Катя поежилась и с опаской огляделась по сторонам, прогоняя знакомое ощущение, словно она оказалась опять в той шкатулке, через которую попала в Тавду. Обернулась назад – свет под аркой потух, из нее сочилась тьма.
– Енисея, – позвала Катя и придвинулась ближе к подруге, – а что это за место? Ведь на скале, там, где твой город, видна только арка. А тут будто в отражении все.
Енисея ответила не сразу.
– Знаете, так всегда было. Я даже точно не знаю, отчего так. Другие храмы видны, они на поверхности. Может быть, спрятаны в скалах, в горах, ограждены морем или неприступными порогами, но они есть, их можно увидеть из человеческого мира. А храм Маары всегда находился здесь, между миром людей и миром духов. Как ворота в иной мир. Так устроила сама Маара, сказывают. Его не видно из мира яви, не видно из мира Нави.
Могиня вздохнула, прищурившись, посмотрела вверх – они подошли ближе и уже могли рассмотреть храм вблизи, увидеть странные, будто живые тени, спускавшиеся сверху, скользившие по каменным плитам.
– Да оно много ума не надо, чтобы догадаться, – задумчиво, с грустью проговорила она. – Мара – повелительница мрака и холода, царица навьего мира[17], хранительница его тайн. Только благодаря ей духи навьего мира не беспокоят нас ежечасно, да и мы не досаждаем им своими просьбами. А будь ее храм на земле, на виду у честного люда, как бы оно было? Что мёртво, должно быть в покое.
Она запрокинула голову, пытаясь разглядеть крышу: оттуда улавливались едва заметный шелест и мелодичный звон, будто покачивались на ветру невидимые хрустальные подвески.
– А храмы Прави на земле видны? – спросила Катя.
– Да с чего бы энто? – Могиня покачала головой. – Может, в самые древние времена, когда людям дозволялось быть рядом с Богами, но ныне нет, не видать…
Енисея оглянулась и добавила:
– Кроме одного. Храма Подлунного. Мы были в нем в Александрии.
Могиня споткнулась и едва не упала, посмотрев на нее с удивлением:
– Вы были в Александрийском храме?! Как найти-то его сумела, заповедное же место!

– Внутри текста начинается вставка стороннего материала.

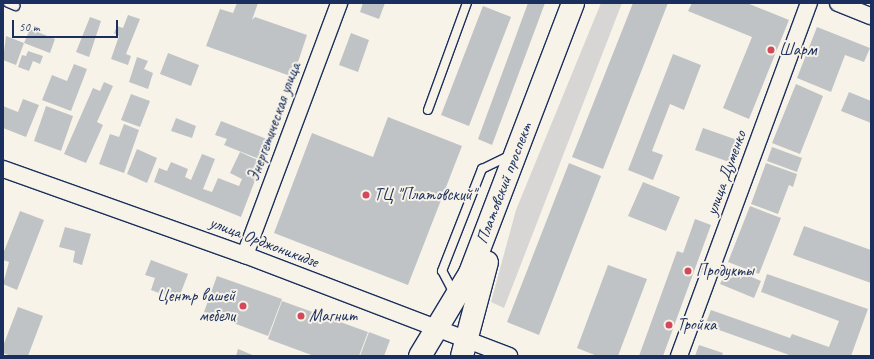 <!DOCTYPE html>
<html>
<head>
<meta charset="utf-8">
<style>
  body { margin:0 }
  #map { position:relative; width:874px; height:359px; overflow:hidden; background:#f7f3e8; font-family:Caveat,sans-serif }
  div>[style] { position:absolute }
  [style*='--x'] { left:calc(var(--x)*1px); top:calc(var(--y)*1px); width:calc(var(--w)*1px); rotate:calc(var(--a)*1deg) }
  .green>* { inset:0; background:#d7d6d4 }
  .building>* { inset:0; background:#c0c3c5 }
  .roads { filter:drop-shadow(1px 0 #1b2f5e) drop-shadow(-1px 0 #1b2f5e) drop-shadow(0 1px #1b2f5e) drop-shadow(0 -1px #1b2f5e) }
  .lane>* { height:8px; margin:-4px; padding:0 4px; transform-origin:4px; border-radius:4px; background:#f7f3e8 }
  .street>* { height:16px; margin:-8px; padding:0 8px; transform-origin:8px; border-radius:8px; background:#f7f3e8 }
  .secondary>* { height:22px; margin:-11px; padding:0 11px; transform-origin:11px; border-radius:11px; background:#f7f3e8 }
  .dots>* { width:11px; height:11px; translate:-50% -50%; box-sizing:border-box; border:2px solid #f7f3e8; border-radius:50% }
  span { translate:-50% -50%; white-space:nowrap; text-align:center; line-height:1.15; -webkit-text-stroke:4px #f7f3e8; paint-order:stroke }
  .poi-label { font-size:17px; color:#1b2f5e }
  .left { translate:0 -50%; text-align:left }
  .right { translate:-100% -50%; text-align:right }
  .street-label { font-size:17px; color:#1b2f5e }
  .frame { position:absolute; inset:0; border:4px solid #1b2f5e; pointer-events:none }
  .scale { position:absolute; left:12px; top:20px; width:106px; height:18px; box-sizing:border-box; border:2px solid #1b2f5e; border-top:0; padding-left:5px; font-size:12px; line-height:14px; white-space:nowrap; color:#1b2f5e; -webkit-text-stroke:3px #f7f3e8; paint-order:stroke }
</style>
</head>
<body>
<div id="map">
  <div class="green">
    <div style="clip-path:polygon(601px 3px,622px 3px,504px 308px,491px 302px,516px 210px)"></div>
  </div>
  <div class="building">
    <div style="clip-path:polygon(237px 3px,258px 3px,252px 20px,255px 17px,307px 35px,293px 77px,206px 46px,220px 9px,233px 13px)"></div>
    <div style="clip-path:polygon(363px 3px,385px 3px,379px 19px,360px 12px)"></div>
    <div style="clip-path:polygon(528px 3px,545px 3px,492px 145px,478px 139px)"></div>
    <div style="clip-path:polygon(633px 3px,668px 3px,603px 169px,572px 157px)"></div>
    <div style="clip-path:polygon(692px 3px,747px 3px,789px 20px,749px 119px,723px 108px,752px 37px,688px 11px)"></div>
    <div style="clip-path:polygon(483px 6px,511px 17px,469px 126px,441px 115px)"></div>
    <div style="clip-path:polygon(128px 15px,140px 19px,126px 54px,131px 56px,128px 65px,111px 59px,119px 36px,114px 33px,117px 26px,123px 28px)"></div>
    <div style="clip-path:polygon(90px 17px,101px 21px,89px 57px,76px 52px)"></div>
    <div style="clip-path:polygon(817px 27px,870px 48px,864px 62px,845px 55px,831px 92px,797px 78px)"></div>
    <div style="clip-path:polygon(30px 29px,55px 39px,50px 53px,24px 43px)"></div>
    <div style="clip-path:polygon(351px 33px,369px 40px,358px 72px,339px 65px)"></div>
    <div style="clip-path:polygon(6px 36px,24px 43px,16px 65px,3px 60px)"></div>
    <div style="clip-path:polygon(28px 51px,43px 56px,40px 64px,33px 61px,29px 71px,18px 67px,22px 55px,26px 56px)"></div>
    <div style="clip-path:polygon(168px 53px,199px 65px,191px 86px,160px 74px)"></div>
    <div style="clip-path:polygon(673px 54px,701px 65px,684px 110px,670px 104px,652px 151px,663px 155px,653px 180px,628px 170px)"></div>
    <div style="clip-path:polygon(137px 57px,148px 61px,144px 69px,153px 73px,148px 89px,129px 82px)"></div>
    <div style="clip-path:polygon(74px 64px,87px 69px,71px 111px,42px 100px,52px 75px,67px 81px)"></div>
    <div style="clip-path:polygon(104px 82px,113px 86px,97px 122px,103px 125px,86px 163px,64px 154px,93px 88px,100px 91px)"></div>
    <div style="clip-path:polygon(796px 84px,823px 96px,800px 154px,772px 143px)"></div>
    <div style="clip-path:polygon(849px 92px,871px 101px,871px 123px,841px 111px)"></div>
    <div style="clip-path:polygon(131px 94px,150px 101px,140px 127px,121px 120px)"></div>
    <div style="clip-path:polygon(23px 99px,39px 105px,26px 137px,3px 128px,3px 106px,18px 112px)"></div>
    <div style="clip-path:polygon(46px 106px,73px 116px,61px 151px,34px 141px)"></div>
    <div style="clip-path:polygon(388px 117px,462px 146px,408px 285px,274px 233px,312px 133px,373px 157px)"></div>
    <div style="clip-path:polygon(176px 118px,196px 126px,192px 138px,171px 131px)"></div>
    <div style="clip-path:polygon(221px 121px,272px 141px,264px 161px,224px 145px,227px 139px,215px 135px)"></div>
    <div style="clip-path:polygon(124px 124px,139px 130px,124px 173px,99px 164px,110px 134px,119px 137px)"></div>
    <div style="clip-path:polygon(703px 128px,743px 142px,735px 164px,695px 150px)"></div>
    <div style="clip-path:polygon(772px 147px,802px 158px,797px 172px,767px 161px)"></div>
    <div style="clip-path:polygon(137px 149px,157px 158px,147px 183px,127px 174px)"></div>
    <div style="clip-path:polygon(240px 152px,262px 162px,241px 217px,154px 182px,159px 168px,167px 171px,171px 162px,188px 169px,185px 177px,191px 180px,202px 154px,215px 159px,203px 189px,212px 192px,218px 178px,239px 186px,242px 179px,230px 173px)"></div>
    <div style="clip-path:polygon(569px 163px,601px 176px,539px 335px,507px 322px)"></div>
    <div style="clip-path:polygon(766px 163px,797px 174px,793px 187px,789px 185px,778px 214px,751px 204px)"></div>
    <div style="clip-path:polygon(643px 182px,680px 197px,666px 231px,628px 216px)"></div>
    <div style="clip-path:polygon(750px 206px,781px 218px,759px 274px,728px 262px)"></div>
    <div style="clip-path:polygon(20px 211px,44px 220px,17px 290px,3px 284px,9px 262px,3px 260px,3px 254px)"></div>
    <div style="clip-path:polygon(695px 219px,711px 225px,663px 356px,639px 356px,677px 251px,683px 253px)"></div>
    <div style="clip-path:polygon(804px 226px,871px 250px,871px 283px,793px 255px)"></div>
    <div style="clip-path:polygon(65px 227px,91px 234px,82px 265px,73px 262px,75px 251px,59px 247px)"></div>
    <div style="clip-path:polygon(151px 260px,188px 274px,178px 300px,151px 290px,155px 278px,145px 275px)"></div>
    <div style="clip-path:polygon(608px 265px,647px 279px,618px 356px,597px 356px,577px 348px)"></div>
    <div style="clip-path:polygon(728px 267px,761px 281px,754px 298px,720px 284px)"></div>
    <div style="clip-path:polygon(767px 274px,868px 309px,851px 356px,792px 356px,705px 325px,711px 310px,790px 338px,792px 334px,829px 347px,839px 321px,761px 292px)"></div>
    <div style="clip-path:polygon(217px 276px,282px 299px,268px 336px,204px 312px)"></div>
    <div style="clip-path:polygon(282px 301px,368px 332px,359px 356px,314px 356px,268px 339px)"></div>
    <div style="clip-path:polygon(18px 307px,43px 316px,28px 356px,11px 356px,3px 353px,3px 346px)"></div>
    <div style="clip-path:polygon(369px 332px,390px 340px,384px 356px,360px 356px)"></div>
    <div style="clip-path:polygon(699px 345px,723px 353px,722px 356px,695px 356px)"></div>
    <div style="clip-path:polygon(238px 349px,255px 356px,236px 356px)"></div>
  </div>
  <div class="roads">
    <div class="lane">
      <div style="--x:8;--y:3;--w:8;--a:23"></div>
      <div style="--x:428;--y:110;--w:114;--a:-70"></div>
      <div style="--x:455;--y:295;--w:27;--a:-118"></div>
      <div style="--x:442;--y:271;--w:110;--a:-68.6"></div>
      <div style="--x:482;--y:169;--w:32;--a:-26"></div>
    </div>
    <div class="street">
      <div style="--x:838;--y:3;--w:35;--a:22"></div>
      <div style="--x:3;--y:169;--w:257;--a:19.6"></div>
      <div style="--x:245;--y:255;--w:283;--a:20.9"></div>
      <div style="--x:245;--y:255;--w:269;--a:-69.5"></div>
      <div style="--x:679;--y:356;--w:376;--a:-69.8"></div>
    </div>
    <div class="secondary">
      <div style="--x:420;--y:356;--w:97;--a:-58.9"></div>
      <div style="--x:470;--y:273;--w:289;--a:-69.1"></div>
      <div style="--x:462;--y:356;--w:97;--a:-75.1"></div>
    </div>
  </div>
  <div class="dots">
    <div style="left:771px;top:50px;background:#d1495b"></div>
    <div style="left:366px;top:195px;background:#d1495b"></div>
    <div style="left:688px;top:271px;background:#d1495b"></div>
    <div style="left:243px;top:306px;background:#d1495b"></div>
    <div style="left:301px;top:316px;background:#d1495b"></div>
    <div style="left:669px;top:325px;background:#d1495b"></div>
  </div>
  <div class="poi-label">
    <span class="left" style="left:779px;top:50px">Шарм</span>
    <span class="left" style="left:374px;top:195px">ТЦ "Платовский"</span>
    <span class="left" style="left:696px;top:271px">Продукты</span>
    <span class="right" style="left:235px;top:306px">Центр вашей<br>мебели</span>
    <span class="left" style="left:309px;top:316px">Магнит</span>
    <span class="left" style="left:677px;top:325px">Тройка</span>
  </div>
  <div class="street-label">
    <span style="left:274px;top:122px;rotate:-70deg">Энергетическая улица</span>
    <span style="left:726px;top:173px;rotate:-70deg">улица Думенко</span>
    <span style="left:504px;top:183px;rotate:-69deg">Платовский проспект</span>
    <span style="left:264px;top:242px;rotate:21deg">улица Орджоникидзе</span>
  </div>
  <div class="frame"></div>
  <div class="scale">50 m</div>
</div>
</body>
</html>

– Да нас Катя провела, – отозвалась Ярослава, отвлеклась, поскользнулась и рухнула на камни. Истр помог ей встать.
– Ничего, ничего, – бормотала она себе под нос, виновато улыбаясь.
Катя тихо вздохнула, покосилась на Могиню.
– Ох, секретники, – проворчала женщина. – Что еще таите, не сказываете?
– Да ничего, бабушка, честно. – Ярослава растерла ушибленное колено, прихрамывая, пошла следом.
Они уже подходили к лестнице, ведущей в храм. При ближайшем рассмотрении она оказалась довольно крутая, скользкая от синеватого мха. Почти неприступная. Страшная: держаться было не за что…
Енисея дотронулась до нижней ступени, и тут же вырос тонкий столб света. За ним второй, выше на пару ступенек, за ними еще один и еще. Лишь только выросла последняя опора, как узкая лента скользнула по ним, соединив первый и последний и образовав перила.
– Ну, так подниматься-то сподручней будет, – обрадовалась Могиня.
– А кто-то, помнится, вчера говорил, что вся Сила ушла, – проворчал Истр, берясь за мерцающую ленту. – Не то пришлось бы нам карабкаться словно черепахам заморским.
Они легко поднялись наверх друг за другом: Енисея, Могиня, Аякчаана. Ярушку подстраховывала Катя. Последним поднимался Истр.
Наверху их уже поджидал отец Енисеи – заметил, как они приближались по тропинке к храму. Он был очень похож на себя самого из вчерашнего воспоминания: тот же суровый взгляд, плотно сомкнутые губы и непримиримость в лице. Время и горе лишь усугубили эти черты. На рисунке он был молодым и полным сил, а сейчас перед ними стоял сгорбленный старик, с трудом опирающийся на посох. Лицо его, покрытое глубокими морщинами, было обращено вдаль. Казалось, он не замечал гостей. Но только казалось.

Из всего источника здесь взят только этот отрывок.